(Entries taken from a collection)
▬▬▬

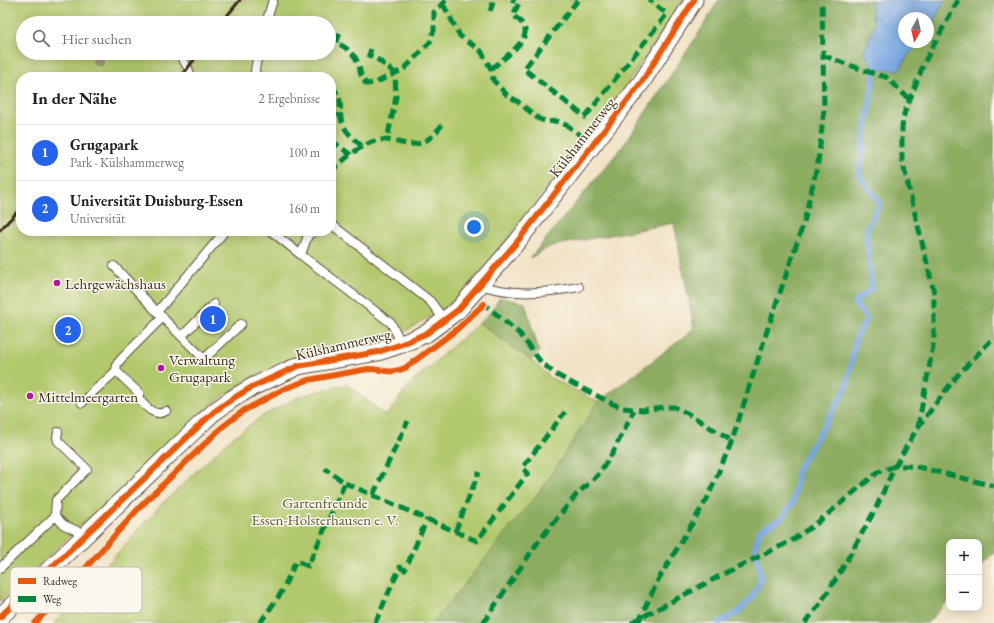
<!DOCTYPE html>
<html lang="de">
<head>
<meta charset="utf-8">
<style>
	body { margin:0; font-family:"EB Garamond",serif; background:#f6f6f6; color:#202124 }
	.controls { position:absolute; right:12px; bottom:12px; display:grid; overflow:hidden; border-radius:8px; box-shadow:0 2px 10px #0003 }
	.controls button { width:36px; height:36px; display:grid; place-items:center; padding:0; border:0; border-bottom:1px solid #e0e0e0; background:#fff; color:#202124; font:20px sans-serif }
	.compass { position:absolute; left:898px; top:12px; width:36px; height:36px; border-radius:50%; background:#fff; box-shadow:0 2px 10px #0003; rotate:188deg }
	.you { position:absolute; left:474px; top:227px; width:14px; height:14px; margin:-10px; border:3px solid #fff; border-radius:50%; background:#1a73e8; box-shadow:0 0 0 6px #1a73e833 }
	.badge { display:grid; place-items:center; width:26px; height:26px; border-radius:50%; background:#2563eb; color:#fff; font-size:13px; font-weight:700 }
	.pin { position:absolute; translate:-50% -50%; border:2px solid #fff; box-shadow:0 1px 4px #0006 }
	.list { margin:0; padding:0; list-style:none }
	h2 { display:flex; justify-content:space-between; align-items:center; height:52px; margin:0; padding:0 16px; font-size:17px }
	h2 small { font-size:13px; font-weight:400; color:#757577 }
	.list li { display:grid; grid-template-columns:26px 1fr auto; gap:12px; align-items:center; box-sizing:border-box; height:56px; padding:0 16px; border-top:1px solid #e0e0e0 }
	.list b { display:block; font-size:15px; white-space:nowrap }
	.list p { margin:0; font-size:13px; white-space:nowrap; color:#757577 }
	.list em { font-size:13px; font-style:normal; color:#757577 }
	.icon { flex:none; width:22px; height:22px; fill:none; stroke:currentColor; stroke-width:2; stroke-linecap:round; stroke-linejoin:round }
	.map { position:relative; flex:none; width:994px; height:623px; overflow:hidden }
	.search { position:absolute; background:#fff; box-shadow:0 2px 10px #0003; left:16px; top:16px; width:320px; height:44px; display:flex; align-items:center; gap:10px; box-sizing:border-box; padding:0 14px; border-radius:22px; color:#757577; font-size:15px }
	.panel { position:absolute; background:#fff; box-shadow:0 2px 10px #0003; left:16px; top:72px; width:320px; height:164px; border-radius:16px }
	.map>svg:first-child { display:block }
</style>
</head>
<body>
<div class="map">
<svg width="994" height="623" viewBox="0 0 994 623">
	<rect width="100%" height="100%" fill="#fbf7ec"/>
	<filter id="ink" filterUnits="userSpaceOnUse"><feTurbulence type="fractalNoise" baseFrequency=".025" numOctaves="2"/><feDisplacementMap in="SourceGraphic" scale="8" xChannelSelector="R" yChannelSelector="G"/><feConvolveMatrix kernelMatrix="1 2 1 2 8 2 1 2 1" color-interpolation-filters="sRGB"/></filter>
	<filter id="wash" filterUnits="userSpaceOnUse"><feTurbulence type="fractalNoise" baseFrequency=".012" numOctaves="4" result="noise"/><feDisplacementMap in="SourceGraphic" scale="16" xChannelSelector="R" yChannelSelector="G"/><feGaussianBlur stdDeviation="0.9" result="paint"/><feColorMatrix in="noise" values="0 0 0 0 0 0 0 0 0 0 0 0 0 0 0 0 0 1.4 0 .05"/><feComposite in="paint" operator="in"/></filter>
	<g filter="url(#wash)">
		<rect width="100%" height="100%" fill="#f1e2c4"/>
		<!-- green -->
		<path fill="#b1c86c" stroke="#767945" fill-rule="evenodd" d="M0 0H684L620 94 501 247 457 299 394 339 365 346 322 352 287 361 245 381 211 405 99 511 91 516 0 602ZM23 23H329V53H23ZM21 77H331V231H21Z
			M479 323 531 360 551 378 598 402 544 486 433 623H54L161 505 227 442 261 417 298 397 346 384 386 416 410 384Z"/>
		<!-- forest -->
		<path fill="#8cac60" stroke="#646b3f" d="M719 0H871L874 27 864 52 899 70 909 54 921 42H928V30L945 0H994V552L979 568V542H949V600L927 623H433L544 486 598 402 683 338 694 328 674 223 551 246 530 258 623 146 697 36Z
			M500 298 525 303 539 352 531 360 479 323 489 314Z"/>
		<!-- water -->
		<path fill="#76a4df" stroke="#58677e" d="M871 0H945L928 30V18H904V42H921L909 54 899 70 875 69 864 52 874 27Z"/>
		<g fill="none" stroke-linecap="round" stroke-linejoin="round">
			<!-- stream -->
			<path stroke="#76a4df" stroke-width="5.5" d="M719 623 736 614 752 598 761 578 755 547 760 530 781 519 793 503 798 469 846 389 856 338 867 319 854 303 872 288 866 231 880 203 859 175 875 69"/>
		</g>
	</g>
	<g filter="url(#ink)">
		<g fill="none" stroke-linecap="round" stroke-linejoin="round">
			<defs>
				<path id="service" d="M266 23 273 0
					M179 53 188 68 191 77
					M256 77 255 70 258 53
					M331 224 430 301 445 321
					M225 231 157 312 204 359 241 324
					M271 231 301 255
					M316 231 308 235 301 255 391 323 402 344
					M114 266 157 312
					M480 285C514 296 545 293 579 287
					M182 336 214 304
					M116 371 139 393V399C146 407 155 418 166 411
					M82 403 95 390 116 371 117 364 122 358 163 317
					M55 516 64 525 86 535
					M0 568 55 516 56 500 87 469 58 441 57 437 58 432"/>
				<path id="minor" d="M0 617 204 421 214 412 232 399 252 387 298 366 378 352 402 344 427 333 458 310 517 242 641 83 694 0"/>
			</defs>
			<!-- service casing -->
			<use href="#service" stroke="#564637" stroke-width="10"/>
			<!-- minor casing -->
			<use href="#minor" stroke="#564637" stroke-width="19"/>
			<!-- service -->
			<use href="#service" stroke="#fff" stroke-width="8"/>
			<!-- minor -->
			<use href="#minor" stroke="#fff" stroke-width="17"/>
			<!-- rail -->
			<path stroke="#3b2a1e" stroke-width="3" d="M221 23 240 0
				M181 77 199 53
				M0 230 21 208"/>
			<!-- quiet -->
			<path stroke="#00873e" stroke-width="5" stroke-dasharray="10 5" stroke-linecap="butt" d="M578 0 524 69 585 117 667 14 649 0
				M443 4 460 36 481 51 491 69 493 80 507 95 517 101 539 119 547 122 557 121 568 126 583 137
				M490 11 494 0
				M340 33 336 43C346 46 357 56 359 66 361 74 360 78 367 84L375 83 404 69 415 58 430 42 434 30V12L446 0
				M371 49 369 55 377 59 395 73 396 97 387 140
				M822 55 866 71 886 77 910 100
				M491 69C500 62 524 44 525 33 526 25 518 19 513 15L519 3 511 0
				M331 86C346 101 337 106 342 122 345 132 355 140 363 147
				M331 121 341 107
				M331 140 351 155
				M331 172C343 160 362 143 379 140 386 139 392 141 398 142 420 148 428 142 442 125
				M482 307 484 304 520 334 541 362 555 374 566 380 613 404 623 408 643 410 664 407H674L687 413 732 441
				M918 427 934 341V292L902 160V127L904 114 924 63 958 0
				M345 483 477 541 528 473 522 468 565 412
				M373 495 408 421
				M455 532 479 472
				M260 623 281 593 296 561 308 566 345 483 325 468
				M375 623 400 567 405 570 427 519
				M483 623 540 539 577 494 598 475 612 454 634 410
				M631 623 731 570 791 541 817 523 878 472 895 466H914L994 486
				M638 623 658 580 707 499 732 441 767 331 804 222 818 162 824 110 822 0
				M805 623 820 604 842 569 876 508 895 466 918 427 956 377 994 337"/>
			<defs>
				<path id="cycleway" d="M0 617 204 421 214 412 232 399 252 387 298 366 378 352 402 344 427 333 458 310 517 242 641 83 694 0
					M35 623 57 600 139 508 221 428 243 411 284 389 308 380 368 369C384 369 390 375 405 368L455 331 484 304"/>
			</defs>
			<!-- cycleway casing -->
			<use href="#cycleway" stroke="#fbf7ec" stroke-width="8"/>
			<!-- cycleway -->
			<use href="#cycleway" stroke="#e8590c" stroke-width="6"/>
		</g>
		<!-- trees -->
		<circle fill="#a09775" cx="99" cy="61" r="6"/>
	</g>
	<!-- markers -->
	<g fill="#b5179e" stroke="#fbf7ec" stroke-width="1.5">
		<circle cx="57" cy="283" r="4"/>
		<circle cx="161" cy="368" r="4"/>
		<circle cx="30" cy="396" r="4"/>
	</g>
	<g text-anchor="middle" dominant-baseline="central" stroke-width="3" stroke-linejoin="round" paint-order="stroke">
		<!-- street labels -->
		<g font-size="15" fill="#3b2a1e" stroke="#fbf7ec">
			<text transform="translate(582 137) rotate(-52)">Külshammerweg</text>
			<text transform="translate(343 344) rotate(-13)">Külshammerweg</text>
		</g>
		<!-- poi labels -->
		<g font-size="15" fill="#3b2a1e" stroke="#fbf7ec" text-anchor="start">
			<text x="65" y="283">Lehrgewächshaus</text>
			<text x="169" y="359">Verwaltung<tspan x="169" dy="17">Grugapark</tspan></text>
			<text x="38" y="396">Mittelmeergarten</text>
		</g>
		<!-- park labels -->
		<g font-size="15" fill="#5e5935" stroke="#fbf7ec">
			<text x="325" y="502">Gartenfreunde<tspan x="325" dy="17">Essen-Holsterhausen e. V.</tspan></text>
		</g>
	</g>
	<!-- legend -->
	<rect x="10" y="567" width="132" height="46" rx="6" fill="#fbf7ec" stroke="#c1baae" stroke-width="1"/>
	<rect x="18" y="578" width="18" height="6" fill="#e8590c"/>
	<rect x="18" y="596" width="18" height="6" fill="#00873e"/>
	<g font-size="11" fill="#3b2a1e">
		<text x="43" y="585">Radweg</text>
		<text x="43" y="603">Weg</text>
	</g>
</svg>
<div class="controls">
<button>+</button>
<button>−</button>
</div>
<svg class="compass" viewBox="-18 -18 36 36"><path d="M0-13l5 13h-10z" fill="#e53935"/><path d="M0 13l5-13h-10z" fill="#757577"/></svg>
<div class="you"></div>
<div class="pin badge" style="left:213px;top:319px">1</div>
<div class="pin badge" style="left:68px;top:330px">2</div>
<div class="search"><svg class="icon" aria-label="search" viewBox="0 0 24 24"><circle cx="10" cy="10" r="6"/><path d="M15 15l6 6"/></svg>Hier suchen</div>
<section class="panel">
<h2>In der Nähe<small>2 Ergebnisse</small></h2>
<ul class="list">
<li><span class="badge">1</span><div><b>Grugapark</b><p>Park · Külshammerweg</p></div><em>100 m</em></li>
<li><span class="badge">2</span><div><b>Universität Duisburg-Essen</b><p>Universität</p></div><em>160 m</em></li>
</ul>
</section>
</div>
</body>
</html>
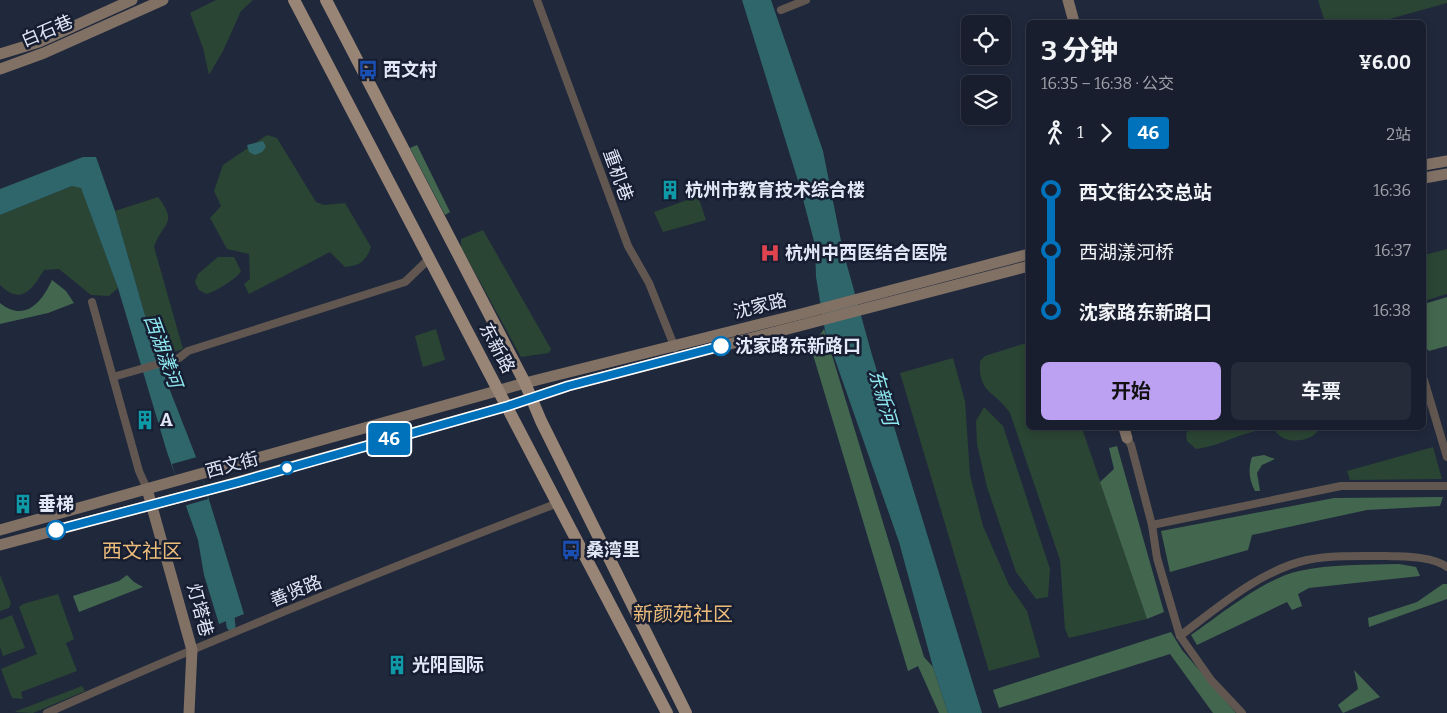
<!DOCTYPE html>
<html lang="zh">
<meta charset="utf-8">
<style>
body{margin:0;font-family:Bitter,"Noto Sans SC",serif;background:#252b39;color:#f1f3f6;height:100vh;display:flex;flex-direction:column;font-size:19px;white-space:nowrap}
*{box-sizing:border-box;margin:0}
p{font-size:16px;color:#9fa2aa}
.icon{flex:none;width:28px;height:28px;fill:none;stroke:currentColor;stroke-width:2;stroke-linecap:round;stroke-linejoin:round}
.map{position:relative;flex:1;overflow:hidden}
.panel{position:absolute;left:1026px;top:20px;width:400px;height:410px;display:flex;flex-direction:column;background:#181e2d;border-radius:8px;box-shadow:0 2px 8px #0003,0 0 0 1px #363c49}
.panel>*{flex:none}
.badge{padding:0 10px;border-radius:4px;font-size:18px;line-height:32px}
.fabs{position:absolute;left:961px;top:15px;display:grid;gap:10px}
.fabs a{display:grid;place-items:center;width:50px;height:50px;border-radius:8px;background:#181e2d;box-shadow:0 2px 8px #0003,0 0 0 1px #363c49;font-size:25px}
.map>.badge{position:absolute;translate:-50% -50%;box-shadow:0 0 0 2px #fff}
.legs{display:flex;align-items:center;gap:8px;height:55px;padding:0 15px;font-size:16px}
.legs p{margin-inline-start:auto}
.overview{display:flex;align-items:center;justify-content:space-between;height:85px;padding:0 15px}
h1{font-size:28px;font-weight:700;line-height:38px}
.primary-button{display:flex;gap:10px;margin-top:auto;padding:10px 15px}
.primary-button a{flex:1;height:58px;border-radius:8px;background:#bca0f2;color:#111;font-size:20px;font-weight:700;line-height:58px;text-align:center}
.primary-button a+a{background:#252b39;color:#f1f3f6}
ul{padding:0 15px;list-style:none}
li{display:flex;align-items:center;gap:18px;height:60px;font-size:19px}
li i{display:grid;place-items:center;width:8px;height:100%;margin:0 6px;background:currentColor}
li i::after{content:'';width:12px;height:12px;margin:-6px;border:4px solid;border-radius:50%;background:#181e2d}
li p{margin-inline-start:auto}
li:first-child i{background:linear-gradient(#0000 50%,currentColor 0)}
li:last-child i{background:linear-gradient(currentColor 50%,#0000 0)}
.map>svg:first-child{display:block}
</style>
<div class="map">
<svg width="1447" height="713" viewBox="0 0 1447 713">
<rect width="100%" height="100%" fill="#20283c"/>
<!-- green -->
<g fill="#2a4533">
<polygon points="216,0 253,0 241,11 223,51 209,75 203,48 190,13"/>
<polygon points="1318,0 1447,0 1447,3 1379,22 1325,22"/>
<path d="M267,135L277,138L316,202L324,205L345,203L371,247C366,261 360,266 345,267L330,252L249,294L244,284L250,279L249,254L227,249L210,218L221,206L214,191L223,165Z"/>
<path d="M72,186L81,187L118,288L109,296L91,295L59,269L44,270C32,289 22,306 0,285V215Z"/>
<polygon points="698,196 706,220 663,232 654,212"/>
<path d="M158,197C179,224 162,223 154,247L183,349L157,357L115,211Z"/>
<polygon points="483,230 551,349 549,353 521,357 461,247 461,239"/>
<polygon points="1447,249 1447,294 1424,301 1424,255"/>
<path d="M218,257H234L241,271C238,278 213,293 206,294L199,290L195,282L198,274Z"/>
<polygon points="436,329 445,360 423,367 415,336"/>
<path d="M1029,342V428H1082L1147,619L1069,638L1065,629L1060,560L1010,413C994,390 978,394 980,361L985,356Z"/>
<polygon points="953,358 965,401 970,475 983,526 1009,585 1027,611 1040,657 989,671 900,373"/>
<polygon points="984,407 1003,426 1050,569 1048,597 1036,599 1016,572 987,487 977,444 976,421"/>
<path d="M1192,428H1319C1316,439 1296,443 1286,439C1281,438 1276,432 1273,429C1245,429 1223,446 1196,449L1187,441L1186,433Z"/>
<polygon points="1433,447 1442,479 1350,480 1347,471"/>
<polygon points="0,575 11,603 9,608 0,611"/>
<polygon points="58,594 74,639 66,643 77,671 21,692 23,699 12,698 1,669 37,654 19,607 23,604"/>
<polygon points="12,615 25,648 3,656 0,647 0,620"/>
<polygon points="82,686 85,691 33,713 14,712"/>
</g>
<!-- forest -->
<g fill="#43674e">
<polygon points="417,145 450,212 445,215 410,148"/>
<path d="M52,280L66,291L74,303L48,313L0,324V303C25,323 42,302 52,280Z"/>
<polygon points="1447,297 1447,346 1429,351 1424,346 1424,304"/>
<polygon points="824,329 924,657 933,667 948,713 939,713 918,666 908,671 811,348"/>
<polygon points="1117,446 1164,612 1147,619 1100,482 1114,469 1109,448"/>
<path d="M1264,455L1275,459L1262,465L1257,473L1260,491H1255C1249,480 1248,469 1252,457Z"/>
<polygon points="1443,497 1440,506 1367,510 1252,535 1248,550 1170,572 1161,531 1334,498"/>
<path d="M1399,564L1416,567L1420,576L1309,588L1298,594L1302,606L1292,610L1287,602L1197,645L1191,635C1220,615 1265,578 1299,571C1331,564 1366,565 1399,564Z"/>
<polygon points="127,575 134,582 143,587 79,612 73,596 119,581"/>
<polygon points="1443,584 1447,584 1447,599 1369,627 1368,618 1417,602"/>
<polygon points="1171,632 1182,650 1236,713 1213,713 1170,654 999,708 993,690"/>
<polygon points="1354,670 1380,697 1343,713 1338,705 1358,689"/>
</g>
<!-- water -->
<g fill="#2f666b">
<polygon points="742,0 771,0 823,151 843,251 872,355 982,713 948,713 933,667 899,542 825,331 816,277 815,245 799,184"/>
<polygon points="263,141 266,147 262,152 255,155 249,152 247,145"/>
<polygon points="83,157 96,157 115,211 157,357 196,457 244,614 219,624 204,575 198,540 167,452 118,288 81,188 72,186 0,215 0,189"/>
</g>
<!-- pier -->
<polygon fill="#20283c" points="197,457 208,499 184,506 172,464"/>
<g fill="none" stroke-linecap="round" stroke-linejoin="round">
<!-- canal -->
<polyline stroke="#2f666b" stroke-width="9" points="229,608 231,626"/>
<!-- street -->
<g stroke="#615750" stroke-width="8">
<polyline points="537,0 628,246 649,283 675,348"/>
<polyline points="781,10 806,0"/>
<polyline points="92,302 139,471 147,489"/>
<polyline points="113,377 179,358 188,351 405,282 430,258"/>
<polyline points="1424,380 1447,457"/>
<polyline points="1127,438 1131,445 1152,525 1157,558 1180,636 1211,680 1242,713"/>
<polyline points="1152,525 1341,486 1447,486"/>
<path d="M1180,636C1217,608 1261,570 1307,560C1333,555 1361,556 1387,556C1406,557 1431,556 1447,567"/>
<path d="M47,713C215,638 386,569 558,503"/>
</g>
<!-- secondary -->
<g stroke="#817165" stroke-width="11">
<polyline points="1068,0 1074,22"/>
<polyline points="0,54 39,42 132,0"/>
<polyline points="0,69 44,53 163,0"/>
<polyline points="1424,165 1447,161"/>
<polyline points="1424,178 1447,174"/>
<polyline points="1124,428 1127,438"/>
<polyline points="147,489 192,650 189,713"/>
<polyline points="0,530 525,383 801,314 1029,254"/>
<polyline points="0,545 223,486 508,406 568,386 1029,266"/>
</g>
<!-- primary -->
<g stroke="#998576" stroke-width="12">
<polyline points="294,0 667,713"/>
<polyline points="326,0 525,383 541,421 686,713"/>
</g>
</g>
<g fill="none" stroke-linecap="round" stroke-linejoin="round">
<defs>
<polyline id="line-1" points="56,530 239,482 508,406 568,386 721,346"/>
</defs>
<!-- line-1 casing -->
<use href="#line-1" stroke="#fff" stroke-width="11"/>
<!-- line-1 -->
<use href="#line-1" stroke="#0072bc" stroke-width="8"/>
</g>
<!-- icons -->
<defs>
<symbol id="bus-bare" viewBox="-9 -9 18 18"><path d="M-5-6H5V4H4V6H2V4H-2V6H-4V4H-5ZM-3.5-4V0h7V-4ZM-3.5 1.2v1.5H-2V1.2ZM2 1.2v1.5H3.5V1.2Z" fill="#1a4fb4" stroke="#171e32" stroke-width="2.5" paint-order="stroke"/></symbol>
<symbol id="building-bare" viewBox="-9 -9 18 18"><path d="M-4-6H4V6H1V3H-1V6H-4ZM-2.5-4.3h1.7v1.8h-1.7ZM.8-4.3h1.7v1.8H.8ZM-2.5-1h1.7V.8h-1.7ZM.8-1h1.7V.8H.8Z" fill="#0f9aa8" stroke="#171e32" stroke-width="2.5" paint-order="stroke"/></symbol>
<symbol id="hospital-bare" viewBox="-9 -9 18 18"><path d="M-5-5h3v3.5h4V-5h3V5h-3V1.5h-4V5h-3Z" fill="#e0444e" stroke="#171e32" stroke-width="2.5" paint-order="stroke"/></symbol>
</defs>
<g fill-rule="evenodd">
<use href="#bus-bare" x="354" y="56" width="28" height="28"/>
<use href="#building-bare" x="656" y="176" width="28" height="28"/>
<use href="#hospital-bare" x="756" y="239" width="28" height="28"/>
<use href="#building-bare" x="131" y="406" width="28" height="28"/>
<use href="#building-bare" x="9" y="490" width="28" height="28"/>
<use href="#bus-bare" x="557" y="536" width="28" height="28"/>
<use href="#building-bare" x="383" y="651" width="28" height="28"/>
</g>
<!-- markers -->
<g fill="#fff" stroke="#0072bc" stroke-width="2.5">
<circle cx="721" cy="346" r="9"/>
<circle cx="287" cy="468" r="6"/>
<circle cx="56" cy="530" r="9"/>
</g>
<g text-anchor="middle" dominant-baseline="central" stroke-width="5" stroke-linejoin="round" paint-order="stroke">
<!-- street labels -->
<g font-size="18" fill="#e1e7f5" stroke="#171e32">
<text transform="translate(47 31) rotate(-23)">白石巷</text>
<text transform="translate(618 175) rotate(70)">重机巷</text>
<text transform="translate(760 306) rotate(-14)">沈家路</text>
<text transform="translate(497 348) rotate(62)">东新路</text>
<text transform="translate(232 465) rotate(-15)">西文街</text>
<text transform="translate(296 591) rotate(-22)">善贤路</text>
<text transform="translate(200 610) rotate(75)">灯塔巷</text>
</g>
<!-- poi labels -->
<g font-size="18" font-weight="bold" fill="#e1e7f5" stroke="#171e32" text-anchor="start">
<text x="383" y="70">西文村</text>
<text x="685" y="190">杭州市教育技术综合楼</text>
<text x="785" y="253">杭州中西医结合医院</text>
<text x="160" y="420">A</text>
<text x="38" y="504">垂梯</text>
<text x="586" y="550">桑湾里</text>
<text x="412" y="665">光阳国际</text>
</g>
<!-- stop labels -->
<g font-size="18" font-weight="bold" fill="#e1e7f5" stroke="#171e32" text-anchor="start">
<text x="735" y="346">沈家路东新路口</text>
</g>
<!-- water labels -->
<g font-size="19" font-style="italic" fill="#8ee9f1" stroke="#171e32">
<text transform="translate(163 351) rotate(70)">西湖漾河</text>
<text transform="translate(883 397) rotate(74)">东新河</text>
</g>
<!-- quarter labels -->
<g font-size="20" fill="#ecbc7a" stroke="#171e32">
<text x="142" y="551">西文社区</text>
<text x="683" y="614">新颜苑社区</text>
</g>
</g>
</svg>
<div class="fabs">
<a><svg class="icon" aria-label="locate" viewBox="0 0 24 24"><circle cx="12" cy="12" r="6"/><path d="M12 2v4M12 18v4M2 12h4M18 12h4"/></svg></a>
<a><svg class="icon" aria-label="layers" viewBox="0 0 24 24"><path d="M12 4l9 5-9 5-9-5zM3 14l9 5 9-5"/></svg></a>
</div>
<b class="badge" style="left:389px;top:439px;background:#0072bc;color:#fff">46</b>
<section class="panel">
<div class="overview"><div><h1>3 分钟</h1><p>16:35 – 16:38 · 公交</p></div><b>¥6.00</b></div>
<div class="legs"><svg class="icon" aria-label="walk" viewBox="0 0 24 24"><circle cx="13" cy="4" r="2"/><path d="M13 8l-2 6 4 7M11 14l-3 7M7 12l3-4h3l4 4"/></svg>1<svg class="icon" aria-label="forward" viewBox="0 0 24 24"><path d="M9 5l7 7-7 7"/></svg><b class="badge" style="background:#0072bc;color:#fff">46</b><p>2站</p></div>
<ul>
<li><i style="color:#0072bc"></i><b>西文街公交总站</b><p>16:36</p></li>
<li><i style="color:#0072bc"></i><span>西湖漾河桥</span><p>16:37</p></li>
<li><i style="color:#0072bc"></i><b>沈家路东新路口</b><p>16:38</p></li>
</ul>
<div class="primary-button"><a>开始</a><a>车票</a></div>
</section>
</div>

▬▬▬

Problem description
From the line that has "margin:0; font-size:13px; white-space:nowrap;" through the line that has "2 1 2 8 2 1", copy every line exactly as it appears above, and leave out all others.

Written response
	.list p { margin:0; font-size:13px; white-space:nowrap; color:#757577 }
	.list em { font-size:13px; font-style:normal; color:#757577 }
	.icon { flex:none; width:22px; height:22px; fill:none; stroke:currentColor; stroke-width:2; stroke-linecap:round; stroke-linejoin:round }
	.map { position:relative; flex:none; width:994px; height:623px; overflow:hidden }
	.search { position:absolute; background:#fff; box-shadow:0 2px 10px #0003; left:16px; top:16px; width:320px; height:44px; display:flex; align-items:center; gap:10px; box-sizing:border-box; padding:0 14px; border-radius:22px; color:#757577; font-size:15px }
	.panel { position:absolute; background:#fff; box-shadow:0 2px 10px #0003; left:16px; top:72px; width:320px; height:164px; border-radius:16px }
	.map>svg:first-child { display:block }
</style>
</head>
<body>
<div class="map">
<svg width="994" height="623" viewBox="0 0 994 623">
	<rect width="100%" height="100%" fill="#fbf7ec"/>
	<filter id="ink" filterUnits="userSpaceOnUse"><feTurbulence type="fractalNoise" baseFrequency=".025" numOctaves="2"/><feDisplacementMap in="SourceGraphic" scale="8" xChannelSelector="R" yChannelSelector="G"/><feConvolveMatrix kernelMatrix="1 2 1 2 8 2 1 2 1" color-interpolation-filters="sRGB"/></filter>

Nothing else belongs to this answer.